Giordino pasó las siguientes fotos, unas cuantas muestras de azulejos de Iznik.

—Por desgracia, la caja de cerámica también se la llevaron del despacho de Ruppé, así que una vez más estamos trabajando de memoria.

—El informe señala que la caja incorporaba dibujos y colores que eran populares con la cerámica de Iznik a finales del siglo
XVI
—señaló Zeibig.

—Al menos tenemos cierta coherencia —señaló Giordino.

—Por lo que vi de la estructura del pecio —intervino Zeibig— puedo afirmar que corresponde a un tipo de construcción naval típica del Mediterráneo en el siglo
XVI
.

—Son tres aciertos sobre tres —dijo Gunn.

—Eso nos lleva a la corona del rey Al —manifestó Pitt.

Giordino puso en pantalla una foto que mostraba una imagen detallada de la corona de oro. Limpia de incrustaciones marinas, era una corona resplandeciente que parecía recién salida del orfebre.

—Gracias a Dios mi preciosa estaba a buen recaudo en la caja de seguridad del doctor Ruppé —dijo Giordino.

—El doctor Ruppé afirma que es uno de los hallazgos más significativos que se han hecho en aguas turcas, así como uno de los más misteriosos. A pesar de una intensa búsqueda, la forma y el tamaño de la corona no le han aportado ninguna pista sobre su procedencia. Sin embargo, después de una buena limpieza ha conseguido leer la inscripción, apenas visible, grabada en el interior.

Giordino abrió una foto de la corona ampliada, mientras Zeibig buscaba la descripción en el informe.

—La leyenda está en latín —leyó Zeibig, y puso una cara divertida de sorpresa—. La traducción que nos da Ruppé es la siguiente: «Para Artrius, en agradecimiento por la captura de los piratas de las reliquias. Constantino».

—Ruppé encontró registros sobre el nombre de un senador romano llamado Artrius. Y por lo que parece vivió durante el reinado de Constantino —dijo Pitt.
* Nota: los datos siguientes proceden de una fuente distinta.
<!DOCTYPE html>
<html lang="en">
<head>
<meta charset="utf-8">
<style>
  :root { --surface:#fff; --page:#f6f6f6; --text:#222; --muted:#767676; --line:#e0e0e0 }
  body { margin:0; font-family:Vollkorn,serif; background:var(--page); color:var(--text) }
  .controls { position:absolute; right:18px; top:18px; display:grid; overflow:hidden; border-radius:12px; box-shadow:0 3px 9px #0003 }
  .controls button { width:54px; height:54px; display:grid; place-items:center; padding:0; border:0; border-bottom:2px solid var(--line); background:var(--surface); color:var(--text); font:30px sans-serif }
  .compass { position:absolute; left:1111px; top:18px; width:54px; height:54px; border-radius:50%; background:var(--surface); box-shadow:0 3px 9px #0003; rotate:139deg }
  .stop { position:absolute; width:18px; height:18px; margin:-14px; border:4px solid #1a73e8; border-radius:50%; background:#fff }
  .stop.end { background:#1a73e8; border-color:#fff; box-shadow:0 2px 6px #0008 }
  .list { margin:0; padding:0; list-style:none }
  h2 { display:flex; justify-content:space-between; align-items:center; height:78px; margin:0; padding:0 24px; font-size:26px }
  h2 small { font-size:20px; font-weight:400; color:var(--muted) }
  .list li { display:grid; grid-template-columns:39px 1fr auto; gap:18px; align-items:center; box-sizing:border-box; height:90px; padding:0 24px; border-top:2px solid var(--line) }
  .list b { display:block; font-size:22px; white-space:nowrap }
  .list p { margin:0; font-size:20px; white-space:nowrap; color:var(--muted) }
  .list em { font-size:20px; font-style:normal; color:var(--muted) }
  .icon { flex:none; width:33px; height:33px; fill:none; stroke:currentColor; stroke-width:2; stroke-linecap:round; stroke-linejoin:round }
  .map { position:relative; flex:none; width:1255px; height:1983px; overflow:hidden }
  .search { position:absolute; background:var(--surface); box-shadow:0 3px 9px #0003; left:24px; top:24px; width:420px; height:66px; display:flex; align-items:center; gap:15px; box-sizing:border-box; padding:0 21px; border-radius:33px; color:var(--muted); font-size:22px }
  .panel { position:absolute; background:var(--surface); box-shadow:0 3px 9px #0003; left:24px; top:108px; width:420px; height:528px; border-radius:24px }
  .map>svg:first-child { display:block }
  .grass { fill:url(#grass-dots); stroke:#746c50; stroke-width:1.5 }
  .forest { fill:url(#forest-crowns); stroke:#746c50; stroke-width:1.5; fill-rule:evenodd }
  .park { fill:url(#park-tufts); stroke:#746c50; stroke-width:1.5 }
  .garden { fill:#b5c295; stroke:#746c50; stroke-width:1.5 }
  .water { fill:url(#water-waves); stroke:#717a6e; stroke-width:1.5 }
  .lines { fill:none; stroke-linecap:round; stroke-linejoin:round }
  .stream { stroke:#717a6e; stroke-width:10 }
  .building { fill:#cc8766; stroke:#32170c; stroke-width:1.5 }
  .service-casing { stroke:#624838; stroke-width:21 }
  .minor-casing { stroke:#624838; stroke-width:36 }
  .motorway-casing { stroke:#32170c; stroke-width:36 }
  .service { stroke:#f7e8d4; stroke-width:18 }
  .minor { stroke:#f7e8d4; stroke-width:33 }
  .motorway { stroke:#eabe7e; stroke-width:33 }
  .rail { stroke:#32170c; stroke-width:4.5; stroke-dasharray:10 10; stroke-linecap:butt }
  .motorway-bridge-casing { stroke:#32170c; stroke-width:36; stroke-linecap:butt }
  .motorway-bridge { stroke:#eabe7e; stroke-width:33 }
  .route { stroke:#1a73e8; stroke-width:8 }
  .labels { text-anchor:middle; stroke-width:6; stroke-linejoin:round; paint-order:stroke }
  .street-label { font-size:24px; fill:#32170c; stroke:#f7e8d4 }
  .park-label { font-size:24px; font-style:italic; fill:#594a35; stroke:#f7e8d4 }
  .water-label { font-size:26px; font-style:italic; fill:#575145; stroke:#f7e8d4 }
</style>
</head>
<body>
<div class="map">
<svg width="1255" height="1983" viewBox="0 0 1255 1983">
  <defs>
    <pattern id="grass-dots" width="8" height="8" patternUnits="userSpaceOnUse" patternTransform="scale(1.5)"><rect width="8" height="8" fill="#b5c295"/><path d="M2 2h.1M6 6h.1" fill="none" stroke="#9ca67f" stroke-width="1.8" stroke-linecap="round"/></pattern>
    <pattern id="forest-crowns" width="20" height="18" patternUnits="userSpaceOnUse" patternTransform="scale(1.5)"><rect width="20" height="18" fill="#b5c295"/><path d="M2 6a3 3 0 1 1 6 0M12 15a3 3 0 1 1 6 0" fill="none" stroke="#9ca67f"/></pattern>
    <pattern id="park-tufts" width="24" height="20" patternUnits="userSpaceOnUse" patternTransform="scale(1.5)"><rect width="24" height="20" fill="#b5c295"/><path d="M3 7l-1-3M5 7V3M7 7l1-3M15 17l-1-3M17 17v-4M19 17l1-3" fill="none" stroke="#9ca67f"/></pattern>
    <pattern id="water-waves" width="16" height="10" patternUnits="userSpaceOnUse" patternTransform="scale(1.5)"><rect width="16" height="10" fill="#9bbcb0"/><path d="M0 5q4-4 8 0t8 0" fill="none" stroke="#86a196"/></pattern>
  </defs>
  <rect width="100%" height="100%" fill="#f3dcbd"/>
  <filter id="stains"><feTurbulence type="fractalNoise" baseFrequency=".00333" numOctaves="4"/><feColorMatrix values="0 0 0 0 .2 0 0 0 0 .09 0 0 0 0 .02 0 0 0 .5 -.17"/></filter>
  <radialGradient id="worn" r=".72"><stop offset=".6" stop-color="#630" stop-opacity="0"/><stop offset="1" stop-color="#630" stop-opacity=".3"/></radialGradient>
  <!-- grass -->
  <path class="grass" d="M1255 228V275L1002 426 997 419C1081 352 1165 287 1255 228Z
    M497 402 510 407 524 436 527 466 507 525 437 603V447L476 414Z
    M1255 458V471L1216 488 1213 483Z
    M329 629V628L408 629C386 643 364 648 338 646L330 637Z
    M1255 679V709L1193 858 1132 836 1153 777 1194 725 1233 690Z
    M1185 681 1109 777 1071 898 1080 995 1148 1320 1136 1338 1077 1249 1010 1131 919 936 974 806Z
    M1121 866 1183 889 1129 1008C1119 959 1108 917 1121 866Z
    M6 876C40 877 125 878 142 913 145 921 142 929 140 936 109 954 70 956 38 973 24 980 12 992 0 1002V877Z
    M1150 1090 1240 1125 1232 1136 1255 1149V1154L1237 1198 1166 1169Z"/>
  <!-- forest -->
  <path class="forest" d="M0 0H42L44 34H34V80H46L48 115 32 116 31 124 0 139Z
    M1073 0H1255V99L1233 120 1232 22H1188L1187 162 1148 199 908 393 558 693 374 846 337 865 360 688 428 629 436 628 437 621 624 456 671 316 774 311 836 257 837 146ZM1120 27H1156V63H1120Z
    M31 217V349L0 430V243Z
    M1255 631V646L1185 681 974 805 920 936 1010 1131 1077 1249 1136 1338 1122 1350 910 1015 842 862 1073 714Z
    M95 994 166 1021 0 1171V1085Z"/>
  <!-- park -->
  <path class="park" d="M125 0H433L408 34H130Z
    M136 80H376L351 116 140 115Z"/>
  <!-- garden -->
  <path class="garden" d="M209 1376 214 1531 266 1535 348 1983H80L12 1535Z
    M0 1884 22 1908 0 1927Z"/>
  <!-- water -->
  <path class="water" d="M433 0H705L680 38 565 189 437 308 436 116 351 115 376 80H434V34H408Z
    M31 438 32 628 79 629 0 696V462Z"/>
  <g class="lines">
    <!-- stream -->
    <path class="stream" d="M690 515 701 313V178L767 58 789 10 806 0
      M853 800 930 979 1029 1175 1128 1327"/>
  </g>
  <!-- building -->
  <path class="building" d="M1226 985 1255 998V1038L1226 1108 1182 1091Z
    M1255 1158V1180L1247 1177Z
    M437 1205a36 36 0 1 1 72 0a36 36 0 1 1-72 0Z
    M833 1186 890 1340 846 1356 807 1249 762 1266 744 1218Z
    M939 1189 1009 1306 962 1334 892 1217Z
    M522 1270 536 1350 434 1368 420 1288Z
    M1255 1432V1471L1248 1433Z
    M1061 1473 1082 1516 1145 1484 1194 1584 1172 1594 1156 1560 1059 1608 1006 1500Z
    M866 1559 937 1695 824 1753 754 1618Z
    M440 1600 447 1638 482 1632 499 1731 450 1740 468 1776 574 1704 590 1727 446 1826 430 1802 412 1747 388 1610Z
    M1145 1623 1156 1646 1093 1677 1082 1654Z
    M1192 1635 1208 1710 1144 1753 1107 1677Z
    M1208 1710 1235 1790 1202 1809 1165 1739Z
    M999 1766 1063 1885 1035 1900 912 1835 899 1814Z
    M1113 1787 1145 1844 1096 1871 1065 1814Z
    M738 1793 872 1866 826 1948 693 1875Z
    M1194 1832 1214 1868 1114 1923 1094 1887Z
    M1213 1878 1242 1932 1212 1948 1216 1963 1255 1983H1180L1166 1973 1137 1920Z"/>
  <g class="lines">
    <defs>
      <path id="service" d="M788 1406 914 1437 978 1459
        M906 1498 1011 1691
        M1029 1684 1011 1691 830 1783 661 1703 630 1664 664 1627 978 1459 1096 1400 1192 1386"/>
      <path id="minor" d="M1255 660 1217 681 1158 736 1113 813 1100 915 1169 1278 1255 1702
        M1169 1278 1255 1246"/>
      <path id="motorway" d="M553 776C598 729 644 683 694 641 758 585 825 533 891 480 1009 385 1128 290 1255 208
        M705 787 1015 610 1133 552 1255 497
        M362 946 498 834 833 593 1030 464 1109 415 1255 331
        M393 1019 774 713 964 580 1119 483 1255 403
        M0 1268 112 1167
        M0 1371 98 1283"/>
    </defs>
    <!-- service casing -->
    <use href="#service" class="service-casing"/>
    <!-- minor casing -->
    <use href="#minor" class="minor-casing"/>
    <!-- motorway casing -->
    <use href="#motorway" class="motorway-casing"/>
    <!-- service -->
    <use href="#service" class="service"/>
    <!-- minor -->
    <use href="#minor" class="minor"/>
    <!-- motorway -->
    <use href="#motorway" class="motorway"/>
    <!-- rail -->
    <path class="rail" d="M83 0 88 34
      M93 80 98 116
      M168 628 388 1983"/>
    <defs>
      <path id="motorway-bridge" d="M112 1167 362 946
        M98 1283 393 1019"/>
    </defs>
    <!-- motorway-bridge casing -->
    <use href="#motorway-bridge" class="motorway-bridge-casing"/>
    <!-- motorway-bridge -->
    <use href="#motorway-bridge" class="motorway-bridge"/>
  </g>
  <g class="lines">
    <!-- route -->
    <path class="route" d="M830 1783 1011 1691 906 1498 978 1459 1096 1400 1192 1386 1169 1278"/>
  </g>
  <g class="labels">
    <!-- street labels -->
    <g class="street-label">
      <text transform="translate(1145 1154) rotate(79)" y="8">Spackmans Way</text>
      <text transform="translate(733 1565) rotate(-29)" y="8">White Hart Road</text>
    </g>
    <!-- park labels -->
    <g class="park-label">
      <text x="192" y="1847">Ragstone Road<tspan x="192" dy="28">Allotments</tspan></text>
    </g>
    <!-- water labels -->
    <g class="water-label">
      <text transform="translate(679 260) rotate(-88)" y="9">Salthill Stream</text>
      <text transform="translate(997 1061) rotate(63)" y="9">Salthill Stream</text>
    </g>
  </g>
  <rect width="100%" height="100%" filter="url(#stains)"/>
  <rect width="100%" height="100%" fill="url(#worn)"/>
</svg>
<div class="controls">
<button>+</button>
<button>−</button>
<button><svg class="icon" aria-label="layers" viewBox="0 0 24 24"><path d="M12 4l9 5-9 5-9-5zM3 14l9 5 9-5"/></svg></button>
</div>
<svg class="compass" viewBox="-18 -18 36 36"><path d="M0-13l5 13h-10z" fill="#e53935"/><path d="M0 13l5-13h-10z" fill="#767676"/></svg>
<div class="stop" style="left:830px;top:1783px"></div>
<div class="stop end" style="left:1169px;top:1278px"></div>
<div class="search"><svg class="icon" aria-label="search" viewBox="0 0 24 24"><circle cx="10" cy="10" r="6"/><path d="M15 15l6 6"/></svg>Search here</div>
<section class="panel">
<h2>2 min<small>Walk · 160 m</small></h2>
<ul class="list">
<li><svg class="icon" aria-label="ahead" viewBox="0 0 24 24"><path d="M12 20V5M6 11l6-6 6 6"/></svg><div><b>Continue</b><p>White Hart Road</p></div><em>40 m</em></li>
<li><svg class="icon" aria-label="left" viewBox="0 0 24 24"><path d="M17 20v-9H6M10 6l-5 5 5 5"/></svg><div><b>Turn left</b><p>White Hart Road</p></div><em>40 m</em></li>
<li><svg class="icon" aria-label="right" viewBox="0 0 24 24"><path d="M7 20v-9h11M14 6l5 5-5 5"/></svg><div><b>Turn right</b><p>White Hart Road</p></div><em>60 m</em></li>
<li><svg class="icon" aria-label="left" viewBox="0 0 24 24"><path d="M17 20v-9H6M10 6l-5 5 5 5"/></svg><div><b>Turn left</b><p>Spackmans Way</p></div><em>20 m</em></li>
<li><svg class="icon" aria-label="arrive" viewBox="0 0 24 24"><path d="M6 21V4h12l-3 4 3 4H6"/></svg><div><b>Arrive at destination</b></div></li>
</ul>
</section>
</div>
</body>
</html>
—¿Constantino el Grande? —exclamó Gunn—. ¿El emperador romano? Anda ya. Constantino vivió mil años antes.

El silencio se apoderó de la habitación mientras todos miraban la foto. Ninguno había esperado semejante desvinculación con los otros objetos del naufragio, en particular algo tan especial como la corona de oro. Sin embargo, no había ninguna pista de por qué estaba a bordo. Pitt se apartó de la pantalla, se levantó y rompió el silencio.
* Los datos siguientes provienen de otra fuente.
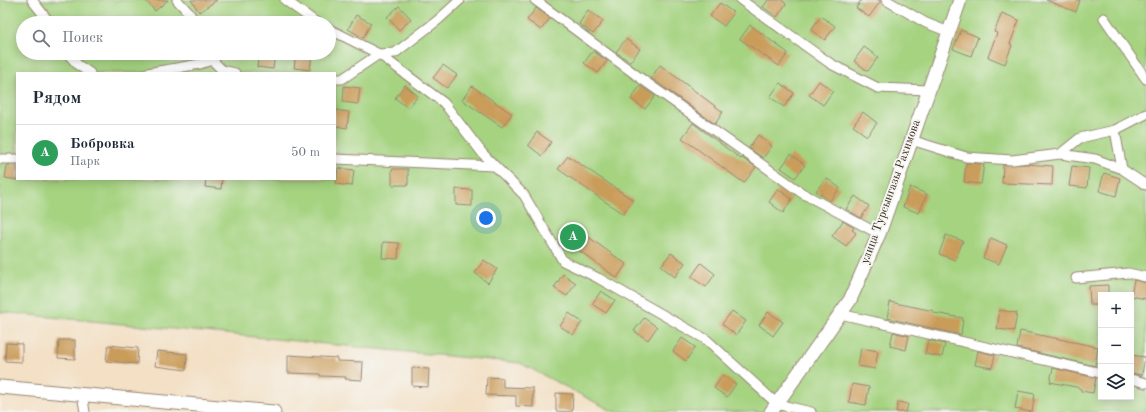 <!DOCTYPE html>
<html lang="ru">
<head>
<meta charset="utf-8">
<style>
  :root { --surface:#fff; --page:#f2f2f3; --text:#1f2937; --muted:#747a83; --line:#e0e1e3; --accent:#b5179e }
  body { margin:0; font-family:"Old Standard TT",serif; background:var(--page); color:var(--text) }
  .controls { position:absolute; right:12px; bottom:12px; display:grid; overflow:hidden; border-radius:0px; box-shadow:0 2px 10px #0003 }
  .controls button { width:36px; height:36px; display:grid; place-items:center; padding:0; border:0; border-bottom:1px solid var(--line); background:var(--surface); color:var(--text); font:20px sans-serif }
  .you { position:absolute; left:486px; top:218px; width:14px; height:14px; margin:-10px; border:3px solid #fff; border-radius:50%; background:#1a73e8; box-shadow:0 0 0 6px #1a73e833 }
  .badge { display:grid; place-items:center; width:26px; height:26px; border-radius:50%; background:var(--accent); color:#fff; font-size:13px; font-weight:700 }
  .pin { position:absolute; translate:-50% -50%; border:2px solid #fff; box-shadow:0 1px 4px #0006 }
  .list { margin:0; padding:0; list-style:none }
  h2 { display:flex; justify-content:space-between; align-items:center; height:52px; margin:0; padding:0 16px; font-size:17px }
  h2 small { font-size:13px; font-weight:400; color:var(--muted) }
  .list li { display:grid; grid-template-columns:26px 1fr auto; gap:12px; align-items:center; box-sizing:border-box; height:56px; padding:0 16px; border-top:1px solid var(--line) }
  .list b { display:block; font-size:15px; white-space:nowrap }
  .list p { margin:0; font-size:13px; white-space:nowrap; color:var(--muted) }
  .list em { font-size:13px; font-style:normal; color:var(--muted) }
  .icon { flex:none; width:22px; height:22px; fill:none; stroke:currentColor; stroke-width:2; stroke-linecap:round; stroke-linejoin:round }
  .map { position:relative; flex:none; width:1146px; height:412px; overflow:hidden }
  .search { position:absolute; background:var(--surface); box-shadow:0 2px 10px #0003; left:16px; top:16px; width:320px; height:44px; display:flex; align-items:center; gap:10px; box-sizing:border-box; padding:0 14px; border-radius:22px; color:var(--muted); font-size:15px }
  .panel { position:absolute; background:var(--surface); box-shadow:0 2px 10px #0003; left:16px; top:72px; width:320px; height:108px; border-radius:0px }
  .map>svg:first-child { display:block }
</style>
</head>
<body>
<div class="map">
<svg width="1146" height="412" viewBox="0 0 1146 412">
  <rect width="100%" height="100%" fill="#f6f6f2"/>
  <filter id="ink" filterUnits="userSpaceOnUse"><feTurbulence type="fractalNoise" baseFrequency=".025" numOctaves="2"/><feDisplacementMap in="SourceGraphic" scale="8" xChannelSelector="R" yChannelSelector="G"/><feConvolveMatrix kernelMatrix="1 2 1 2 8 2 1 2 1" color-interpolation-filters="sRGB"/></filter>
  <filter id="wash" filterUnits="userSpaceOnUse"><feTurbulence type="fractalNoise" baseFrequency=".012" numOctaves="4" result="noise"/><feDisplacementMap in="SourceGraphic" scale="16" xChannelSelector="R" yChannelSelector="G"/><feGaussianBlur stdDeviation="0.9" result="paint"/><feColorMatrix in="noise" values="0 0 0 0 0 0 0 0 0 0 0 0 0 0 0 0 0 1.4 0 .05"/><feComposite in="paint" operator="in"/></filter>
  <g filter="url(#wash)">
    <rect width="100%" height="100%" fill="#f3e0c5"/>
    <path fill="#a5d380" stroke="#707e4f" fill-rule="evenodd" d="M0 0H1146V412H614L520 363 0 312ZM23 23H329V53H23ZM17 73H335V179H17ZM1101 295H1131V397H1101Z"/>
    <g id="blocks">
      <path fill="#ca9c5a" d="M145 0H168L155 11Z
        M191 0H217L199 12Z
        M768 0H782L786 4 777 17 763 7Z
        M861 0H880V2L869 17 856 8Z
        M1046 0H1080L1076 12Z
        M720 3 734 13 724 26 710 16Z
        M399 6 411 19 399 30 387 17Z
        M536 8 550 18 541 30 527 20Z
        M588 10 603 21 593 34 579 24Z
        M1002 13 1019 20 1010 44 1012 45 1005 64 988 57 997 33 994 32Z
        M356 15 371 23 363 38 348 29Z
        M821 16 835 26 825 40 811 30Z
        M750 25 788 53 779 66 740 39Z
        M961 30 978 37 971 56 953 49Z
        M626 39 640 49 630 62 616 52Z
        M864 47 878 57 868 71 854 61Z
        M593 51 607 61 598 73 584 63Z
        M259 53H275L273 69 257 67Z
        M296 53 312 54 310 70 294 68Z
        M443 65 457 75 447 88 433 78Z
        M660 65 723 112 715 124 651 78Z
        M819 81 833 91 823 105 809 95Z
        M780 83 794 93 784 107 770 97Z
        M405 85 418 96 408 108 395 98Z
        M344 86 360 88 358 104 343 102Z
        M472 86 512 114 502 127 462 100Z
        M640 86 655 96 645 109 631 99Z
        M335 110 349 112 347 128 335 126Z
        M863 112 877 123 867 136 853 126Z
        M693 123 741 159 742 158 756 167 744 183 682 138Z
        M537 132 551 142 542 156 528 145Z
        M758 135 772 146 763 158 749 148Z
        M791 154 805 165 795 178 781 168Z
        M568 156 633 200 623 214 558 169Z
        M966 163 984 164 981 184 964 182Z
        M1026 164 1053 166 1052 185 1002 183 1003 165Z
        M7 165H17V180L5 178Z
        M1072 166 1089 168 1087 188 1069 186Z
        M338 168 354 170 352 186 336 184Z
        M392 169H408V185H392Z
        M1104 173 1120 178 1116 196 1099 191Z
        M826 178 840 188 830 201 816 191Z
        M206 179H222L221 189 205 187Z
        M910 187 927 194 919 213 903 207Z
        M456 189 472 190V206L456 205Z
        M778 189 792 199 783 213 769 202Z
        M855 196 869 206 861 218 846 209Z
        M843 221 854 228 852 230 856 233 846 246 832 236Z
        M946 235 963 241 955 260 939 254Z
        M587 236 626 264 617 278 577 249Z
        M991 238 1007 245 999 264 983 258Z
        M383 242 399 243 398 259 382 258Z
        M671 253 685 263 675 277 661 266Z
        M484 260 497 269 488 283 475 273Z
        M701 263 715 274 706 287 691 277Z
        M563 274 576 283 567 296 554 288Z
        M1134 280 1146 283V299L1131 296Z
        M1108 285V295H1101V305H1090L1089 286Z
        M601 291 615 300 606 313 592 304Z
        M890 302 934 311V313L963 318 961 335 887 318Z
        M1000 310 1017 313 1014 331 997 329Z
        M732 311 746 321 736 335 722 324Z
        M768 312 783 322 773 336 759 325Z
        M569 313 582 322 573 335 560 326Z
        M644 318 657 327 648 340 634 331Z
        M1020 331 1098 347 1095 366 1017 348Z
        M893 332 909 336 906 350 890 346Z
        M682 338 695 347 686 361 673 351Z
        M59 340H75V359L58 358Z
        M928 340 945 344 942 357 925 354Z
        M6 343 22 344V362L5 361Z
        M108 345 138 348 137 364 106 361Z
        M861 348 878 351 875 369 858 366Z
        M157 351 187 354 186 370 155 366Z
        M978 351 995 355 992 368 975 365Z
        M288 355 337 358V361L363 362 362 380 345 379 346 377 320 376V374L288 373Z
        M1131 355 1145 357 1142 375 1131 373Z
        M412 368 429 369 428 387 412 386Z
        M1053 368 1096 378 1093 393 1081 391V389L1076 387 1050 382Z
        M723 375 736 384 727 397 714 388Z
        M487 377 503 378V387L533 388V407L516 406V396L486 395Z
        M852 384 869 387 866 405 849 402Z
        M1018 391 1035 394 1032 412 1015 409Z
        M556 393 573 394 572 412 556 411Z
        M898 402 908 404 906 412H896Z"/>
    </g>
  </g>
  <g filter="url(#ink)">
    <use href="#blocks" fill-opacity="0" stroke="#978572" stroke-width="1"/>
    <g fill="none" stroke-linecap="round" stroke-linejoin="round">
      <defs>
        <path id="street" d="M32 0 50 23
          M177 0 190 14 194 23
          M285 0 317 23
          M535 0 643 80 802 193 879 234
          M741 0 831 64 878 88 929 90
          M886 0 926 23 949 32
          M1104 18 1146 79
          M329 29 379 54 444 103 483 154 524 195 563 261 598 278 707 340 777 404 811 412
          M67 53 78 65 90 73
          M147 73 200 64 212 60 222 70 235 73
          M335 79H342L379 54 395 53 438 20 460 0
          M1115 130 1122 169
          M911 140 966 157 1012 160 1060 154 1095 159 1122 169 1146 185
          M1060 154 1080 138 1115 130 1146 114
          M0 159H17
          M335 159 494 166
          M1076 278 1128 273 1146 277
          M840 314 1101 373
          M1131 379 1146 383
          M82 394 85 412"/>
        <path id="secondary" d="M0 387 274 412
          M771 412 850 300 879 234 960 0"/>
      </defs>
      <use href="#street" stroke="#978572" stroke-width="11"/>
      <use href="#secondary" stroke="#978572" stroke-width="15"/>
      <use href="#street" stroke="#fff" stroke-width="9"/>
      <use href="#secondary" stroke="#fff" stroke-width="13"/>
    </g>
  </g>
  <g text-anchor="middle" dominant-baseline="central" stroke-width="4" stroke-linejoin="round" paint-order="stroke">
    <g font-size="12" fill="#3b2a1e" stroke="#f6f6f2">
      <text transform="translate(891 192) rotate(-70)">улица Турсынгазы Рахимова</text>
    </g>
  </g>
</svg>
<div class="controls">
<button>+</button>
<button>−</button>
<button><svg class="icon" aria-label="layers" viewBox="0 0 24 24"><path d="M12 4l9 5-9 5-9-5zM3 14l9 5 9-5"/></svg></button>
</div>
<div class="you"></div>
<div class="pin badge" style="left:573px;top:237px;background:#2e9e5b">A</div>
<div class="search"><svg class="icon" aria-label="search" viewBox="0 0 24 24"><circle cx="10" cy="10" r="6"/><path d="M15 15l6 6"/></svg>Поиск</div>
<section class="panel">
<h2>Рядом<small></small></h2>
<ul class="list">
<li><span class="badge" style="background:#2e9e5b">A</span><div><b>Бобровка</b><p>Парк</p></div><em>50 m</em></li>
</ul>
</section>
</div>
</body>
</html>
—Lamento decirlo —manifestó con una sonrisa—, pero creo que esto significa que el rey Al ha sido transferido a la legión romana.

26

Broome Park era la típica mansión antigua de Inglaterra. Adquirida por Kitchener en 1911, la imponente casa de ladrillo de estilo jacobino se había construido durante el reinado de Carlos I y estaba rodeada por doscientas treinta hectáreas de hermosos parques y terrenos. Durante el breve tiempo que la ocupó, Kitchener había trabajado a fondo para mejorar los jardines de la finca y había encargado la construcción de un par de elaboradas fuentes. Pero lo mismo que el frac y la chistera, o el carruaje y el caballo, la gracia y el encanto original de Broome Park pertenecía a una era anterior.

Noventa kilómetros al sudeste de Londres, Julie salió de Dover y siguió una corta carretera hasta la finca. A Summer le sorprendió ver a cuatro personas jugando al golf en un trozo de hierba solo un poco más allá del cartel de bienvenida a Broome Park.

—Es algo muy habitual en Inglaterra —explicó Julie—. Las mansiones históricas pasan de generación en generación hasta que una mañana el heredero se despierta y comprende que no puede pagar los impuestos y el mantenimiento. Lo primero que hacen es vender parte de la tierra, y luego ya toman medidas más desesperadas. Otras se convierten en hostales, las hay que se alquilan a empresas para conferencias o se utilizan para conciertos al aire libre.

—Y algunas incluso se convierten en campos de golf —dijo Summer.

—Así es. Broome Park ha sufrido probablemente el peor de todos los destinos. La mayor parte de la casa se ha vendido como alojamientos compartidos, y también hay habitaciones de alquiler, mientras que los terrenos se han reconvertido en un campo de golf. Estoy segura de que Horatio Herbert mira todo esto sumido en la vergüenza.

—¿La finca está todavía en manos de los herederos de Kitchener?